Plasma homocysteine comes predominantly from dietary methionine, although concentrations are sensitive to dietary vitamin B12, folate and pyridoxine, the vitamin co-factors associated with its metabolism (Fig. 3.3). Normal homo-cysteine concentrations are higher in men than in premenopausal women, but increase with age especially after age 60.
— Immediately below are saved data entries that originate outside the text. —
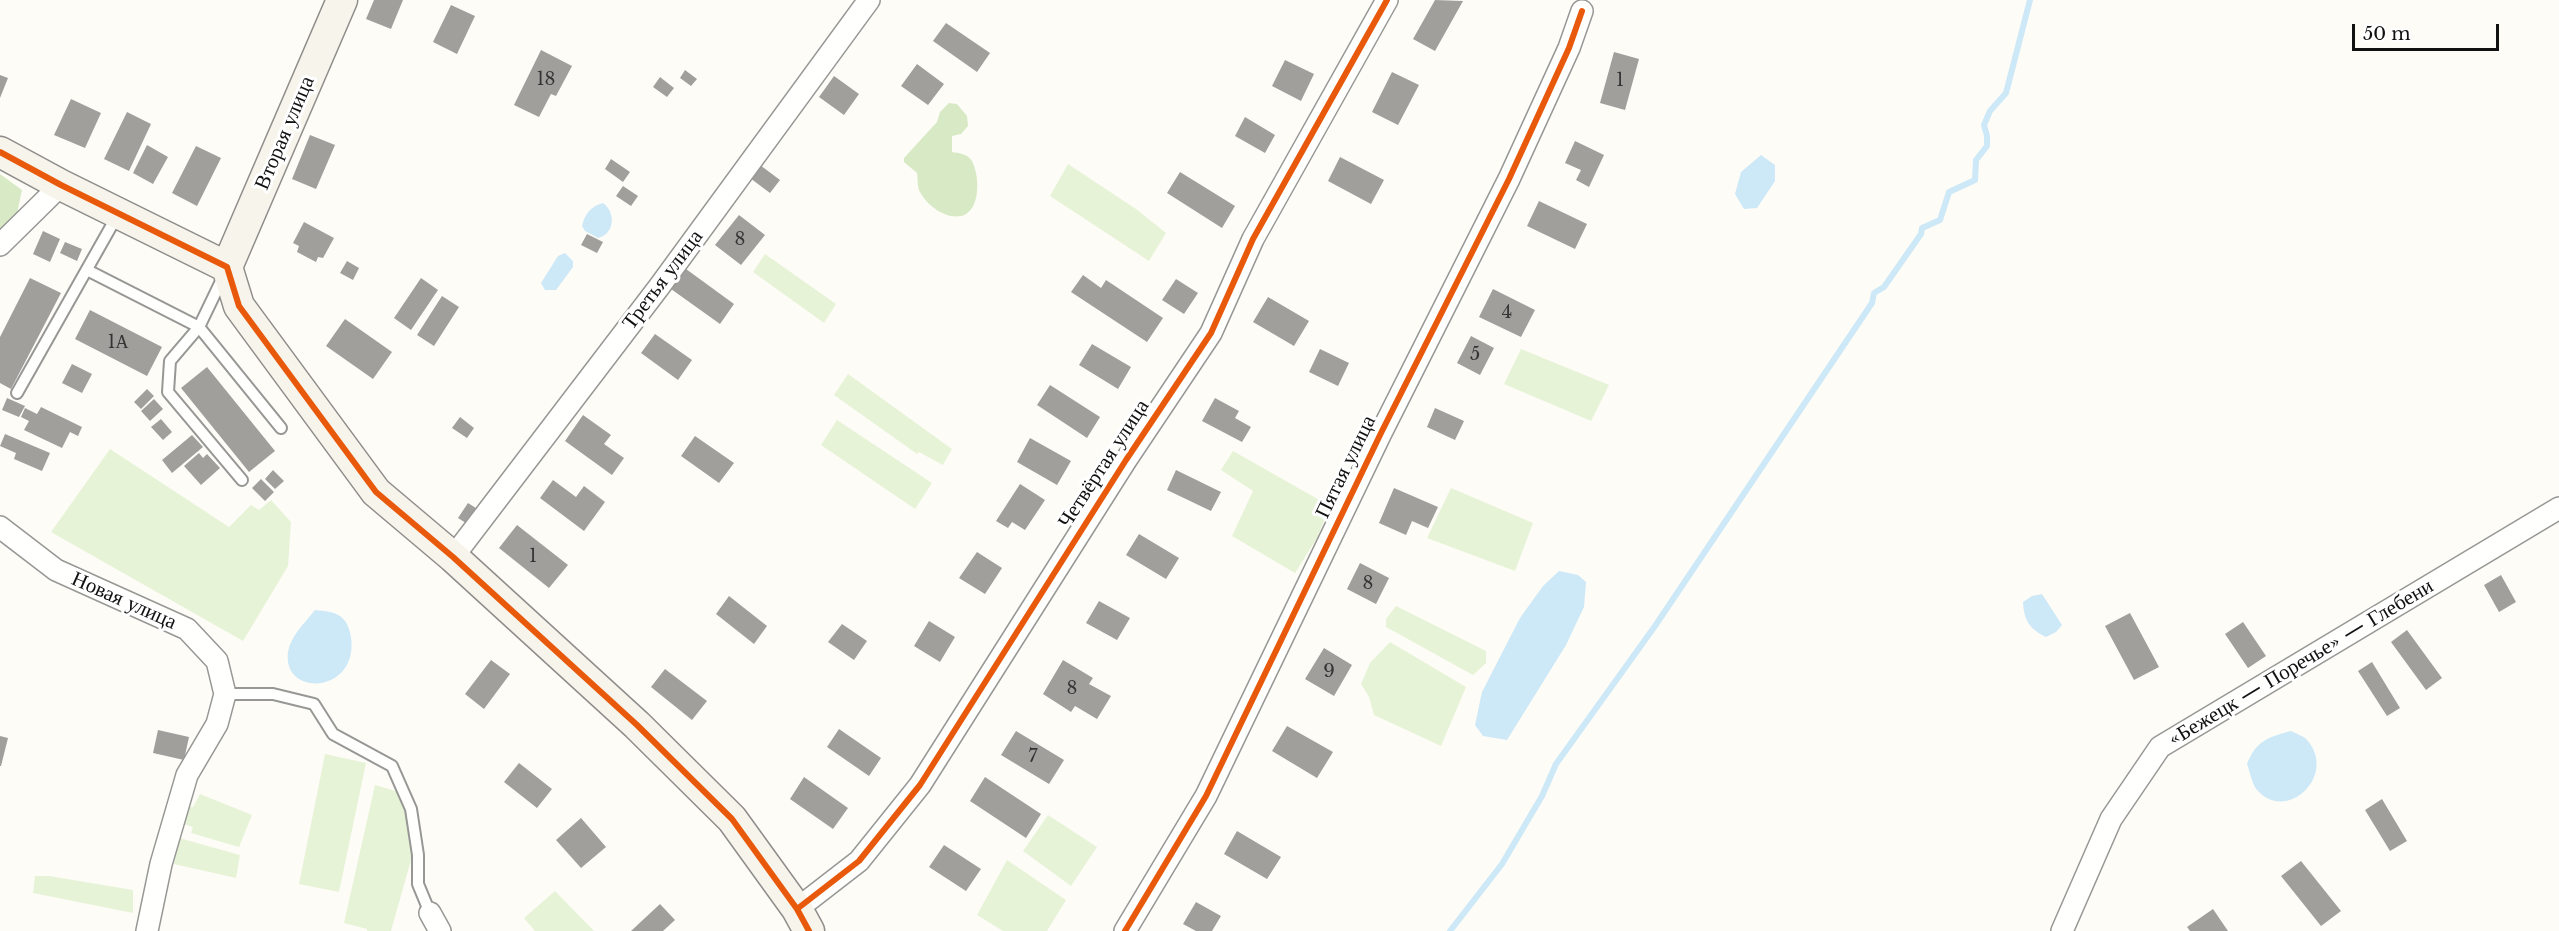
<!DOCTYPE html>
<meta charset="utf-8">
<style>
body{margin:0}
#map{position:relative;width:2559px;height:931px;overflow:hidden;background:#fdfcf7;font-family:"Libre Baskerville",serif}
canvas{display:block}
.scale{position:absolute;left:2352px;top:24px;width:147px;height:27px;box-sizing:border-box;border:3px solid #111;border-top:0;padding-left:8px;font-size:18px;line-height:21px;white-space:nowrap;color:#111;-webkit-text-stroke:4px #fff;paint-order:stroke}
</style>
<div id="map">
<canvas width="2559" height="931"></canvas>
<div class="scale">50 m</div>
</div>
<script>
const g = document.querySelector('canvas').getContext('2d');
g.lineJoin = 'round';
function paint(path, color) { g.fillStyle = color; g.fill(path, 'evenodd'); }
function trace(path, color, width, dash) { g.strokeStyle = color; g.lineWidth = width; g.lineCap = dash ? 'butt' : 'round'; g.setLineDash(dash || []); g.stroke(path); }
function write(font, color, halo, rows, align = 'center') {
  g.font = font + ' "Libre Baskerville",serif'; g.lineWidth = 6; g.setLineDash([]); g.textBaseline = 'middle'; g.strokeStyle = halo; g.fillStyle = color; for (const [text, x, y, turn = 0] of rows) {
    g.save(); g.translate(x, y); g.rotate((+turn || 0) * Math.PI / 180); g.textAlign = isNaN(turn) ? turn : align; if (halo) g.strokeText(text, 0, 0); g.fillText(text, 0, 0); g.restore();
  }
}
const green = new Path2D(`
 M1068 164 1136 209 1166 233 1149 261 1050 196Z
 M765 254 836 304 824 323 753 272Z
 M1521 349 1609 385 1591 421 1504 384Z
 M848 374 952 449 943 465 919 452 917 454 834 395Z
 M837 420 932 483 915 509 821 445Z
 M110 449 229 527 251 505 259 510 271 500 291 522 288 566 243 641 51 532Z
 M1233 451 1330 506 1317 538 1295 573 1232 536 1253 491 1221 470Z
 M1451 488 1533 523 1515 571 1427 538Z
 M1396 606 1486 651V663L1473 675 1386 627V619Z
 M1390 642 1466 687 1441 746 1374 715 1369 697 1361 684 1370 663Z
 M325 754 366 763 339 892 299 884Z
 M375 785 399 792 408 811 413 853 391 931H367V929L344 923Z
 M200 794 252 815 239 847 191 833 193 827 180 823 185 806 193 807Z
 M1048 815 1097 847 1071 886 1023 851Z
 M179 838 240 855 236 878 174 864Z
 M1007 860 1066 900 1047 931H1003L977 915Z
 M35 876H49L133 890V913L33 893Z
 M555 891 594 931H535L524 918Z`);
const forest = new Path2D(`
 M949 103 957 104 967 116 968 126 961 134 952 136V152C959 153 968 154 972 161 979 174 981 205 966 214 950 223 927 206 920 192 917 187 918 179 917 173L904 162V158L937 122 940 112Z
 M0 174 22 190 15 223 0 234Z`);
const water = new Path2D(`
 M1761 155 1775 165V181L1757 208 1744 209 1735 194 1741 172Z
 M603 203C616 212 615 234 598 238L585 231 582 226C584 215 591 206 603 203Z
 M565 253 573 261V267L556 290H545L541 283 558 256Z
 M1559 571 1578 575 1586 582 1584 607 1566 645 1507 740 1483 736 1475 725 1482 692 1520 618 1543 586Z
 M2042 594 2062 625 2056 632 2046 637C2030 629 2024 621 2023 602L2032 596Z
 M315 610C336 612 347 614 351 637 359 694 282 698 288 652 291 635 305 623 315 610Z
 M2291 731C2296 734 2304 736 2307 740 2338 775 2287 824 2257 790 2252 784 2250 772 2247 764 2256 741 2268 737 2291 731Z`);
const stream = new Path2D(`
 M1450 931 1502 864 1542 796 1556 764 1655 626 1872 303 1874 293 1884 287 1921 234 1922 228 1940 220 1949 192 1975 180 1976 160 1987 146V136L1984 125 1990 111 2006 93 2030 0`);
const building = new Path2D(`
 M374 0H403L391 29 366 19Z
 M1435 0 1463 1 1435 51 1413 39Z
 M451 5 475 16 457 54 433 42Z
 M946 23 990 53 977 72 933 41Z
 M541 50 572 66 556 96 551 94 539 117 514 105Z
 M1614 52 1639 59 1625 110 1600 103Z
 M1285 60 1314 74 1301 101 1272 86Z
 M917 64 944 84 928 105 901 86Z
 M685 70 697 79 691 86 680 78Z
 M1392 72 1419 85 1398 125 1372 112Z
 M0 75 8 78 0 98Z
 M834 76 859 94 844 115 819 97Z
 M660 77 674 88 667 97 653 87Z
 M71 99 101 113 85 148 54 135Z
 M127 112 151 124 129 171 104 159Z
 M1245 117 1275 135 1265 153 1235 136Z
 M310 135 335 145 316 189 292 179Z
 M1575 141 1604 155 1589 187 1576 180 1581 170 1565 163Z
 M147 145 168 157 153 184 133 173Z
 M196 146 221 158 197 206 172 193Z
 M1340 157 1384 180 1371 204 1328 181Z
 M611 159 630 172 623 182 605 169Z
 M760 165 780 180 770 193 750 178Z
 M1180 172 1235 206 1222 228 1167 193Z
 M623 186 638 196 631 206 616 196Z
 M1539 201 1587 224 1575 249 1527 226Z
 M739 215 765 235 741 265 715 245Z
 M304 222 334 238 323 258 318 257 316 262 297 252 299 246 293 243Z
 M43 231 60 239 50 262 33 254Z
 M587 234 603 242 597 253 581 245Z
 M65 242 82 249 77 261 60 253Z
 M347 261 359 268 353 280 340 273Z
 M686 269 734 304 720 324 671 289Z
 M1083 275 1101 288 1106 280 1163 318 1147 342 1071 292Z
 M30 278 61 293 11 389 0 383V337Z
 M421 278 438 290 411 330 394 318Z
 M1176 279 1198 293 1184 314 1162 300Z
 M1493 289 1535 310 1521 337 1479 317Z
 M442 296 459 307 434 346 417 335Z
 M1268 297 1309 321 1294 346 1253 322Z
 M90 310 162 347 147 376 75 339Z
 M345 319 392 352 373 379 326 346Z
 M655 334 692 360 678 380 641 353Z
 M1471 336 1494 348 1480 375 1457 363Z
 M1092 344 1131 367 1118 389 1079 365Z
 M1320 349 1349 363 1338 386 1309 372Z
 M72 364 92 374 82 393 62 383Z
 M207 367 275 451 249 472 181 388Z
 M1050 385 1100 417 1087 438 1037 405Z
 M147 389 154 396 141 409 134 402Z
 M7 398 25 406 19 417 2 410Z
 M1215 398 1239 411 1235 418 1251 427 1242 442 1202 421Z
 M154 399 163 409 150 421 141 411Z
 M41 407 82 427 78 436 70 432 62 448 24 430 29 421 21 417 25 408 37 414Z
 M1435 408 1464 421 1455 440 1427 427Z
 M583 415 611 435 604 444 624 458 612 475 565 441Z
 M460 417 474 428 467 438 452 428Z
 M161 419 172 432 163 440 151 427Z
 M5 434 50 453 42 471 14 459 16 453 0 446Z
 M192 435 203 447 172 473 162 460Z
 M695 436 734 463 719 483 681 456Z
 M1030 438 1071 461 1057 485 1017 462Z
 M199 453 203 458 207 454 220 468 201 485 184 466Z
 M273 470 284 481 275 489 265 479Z
 M1176 470 1221 492 1211 511 1167 490Z
 M261 479 274 492 265 501 252 488Z
 M553 480 576 497 584 486 605 502 584 531 540 498Z
 M1020 484 1045 500 1025 530 1012 522 1008 528 996 521Z
 M1394 488 1438 507 1428 528 1412 521 1406 535 1379 523Z
 M468 503 479 510 469 525 458 518Z
 M517 525 568 565 549 588 499 548Z
 M1139 534 1179 558 1166 579 1126 555Z
 M977 552 1002 568 985 594 959 578Z
 M1360 563 1389 578 1376 604 1347 589Z
 M2501 575 2516 602 2499 612 2484 585Z
 M729 596 767 626 754 644 716 614Z
 M1099 601 1130 618 1117 640 1086 623Z
 M2130 613 2159 667 2134 680 2105 626Z
 M929 621 955 637 940 662 914 646Z
 M2243 622 2266 656 2248 668 2225 634Z
 M842 624 867 641 854 660 828 642Z
 M2407 630 2442 678 2426 690 2391 642Z
 M1324 648 1352 665 1334 696 1305 679Z
 M491 660 510 674 484 709 465 694Z
 M1063 660 1093 678 1089 684 1111 696 1097 719 1075 706 1071 712 1043 694Z
 M2372 662 2400 708 2387 716 2358 671Z
 M665 669 707 701 692 720 651 687Z
 M1287 726 1333 752 1317 778 1272 751Z
 M839 729 881 758 869 776 827 747Z
 M158 730 189 737 184 760 153 753Z
 M1016 731 1064 760 1049 784 1001 755Z
 M0 736 8 738 1 766H0Z
 M519 763 552 789 537 808 504 782Z
 M804 777 848 808 833 829 790 799Z
 M985 777 1041 814 1026 838 970 801Z
 M2382 799 2407 841 2390 851 2365 810Z
 M581 818 606 847 581 868 556 840Z
 M1237 831 1281 857 1267 879 1224 854Z
 M944 845 981 869 966 891 929 867Z
 M2301 861 2341 911 2321 926 2281 876Z
 M1196 902 1221 916 1212 931H1196L1183 924Z
 M660 904 675 920 663 931H631Z
 M2213 909 2228 931H2190L2187 927Z`);
const lane = new Path2D(`
 M87 270 199 327 281 428
 M224 275 199 327 170 361 168 392 242 480
 M17 393 117 216
 M225 694H273L314 704 333 734 392 766 411 809 418 855V884L430 913`);
const street = new Path2D(`
 M0 245 61 185
 M0 527 56 570 187 629 217 661 225 694 217 724 187 775 161 864 147 931
 M453 557 659 287 869 0
 M797 909 859 861 920 785 1126 460 1211 333 1253 239 1387 0
 M430 913 440 931
 M1125 931 1206 796 1381 433 1509 179 1569 48 1582 11
 M2062 931 2111 819 2160 747 2559 508`);
const secondary = new Path2D(`
 M0 152 61 185 227 267 239 306 376 492 453 557 637 725 732 819 797 909 809 931
 M227 267 342 0`);
const cycleway = new Path2D(`
 M0 152 61 185 227 267 239 306 376 492 453 557 637 725 732 819 797 909 809 931
 M797 909 859 861 920 785 1126 460 1211 333 1253 239 1387 0
 M1125 931 1206 796 1381 433 1509 179 1569 48 1582 11`);
const numberNames = [
 ["18",546,80],
 ["1",1620,81],
 ["8",740,240],
 ["4",1507,313],
 ["1А",118,343],
 ["5",1475,355],
 ["1",533,557],
 ["8",1368,584],
 ["9",1329,672],
 ["8",1072,689],
 ["7",1033,757]
];
const streetNames = [
 ["Вторая улица",285,133,-67],
 ["Третья улица",663,280,-53],
 ["Четвёртая улица",1104,464,-57],
 ["Пятая улица",1346,467,-64],
 ["Новая улица",124,601,24],
 ["«Бежецк — Поречье» — Глебени",2301,663,-31]
];
paint(green, '#e7f3d7');
paint(forest, '#d8eac5');
paint(water, '#cde8f7');
trace(stream, '#cde8f7', 6);
paint(building, '#a19f9c');
trace(lane, '#979795', 14);
trace(street, '#979795', 24);
trace(secondary, '#8e8d8b', 33);
trace(lane, '#fffffe', 10);
trace(street, '#fffffe', 21);
trace(secondary, '#f6f4eb', 30);
trace(cycleway, '#e8590c', 6);
write('18px', '#353434', null, numberNames);
write('21px', '#111', '#fff', streetNames);
</script>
Plasma homocysteine concentrations rise in deficiency states of folate, vitamin B12 and pyridoxine, in persons with inborn errors of the enzymes of homocys-teine metabolism and in those with defects associated with the synthesis of vitamin B12 coenzymes required for normal function of methionine synthetase. However, plasma MMA concentrations seem to be more specific and sensitive indicators of vitamin B12 status than homocysteine concentrations and are significantly better than plasma vitamin B12. It is not unknown for normal individuals with normal plasma vitamin B12 concentrations to have had elevated levels of MMA that fell after a single injection of vitamin B12. In vitamin B12 deficiency, elevated levels of both MMA and homocysteine seem to occur before a fall in plasma vitamin B12 (Green, 1995).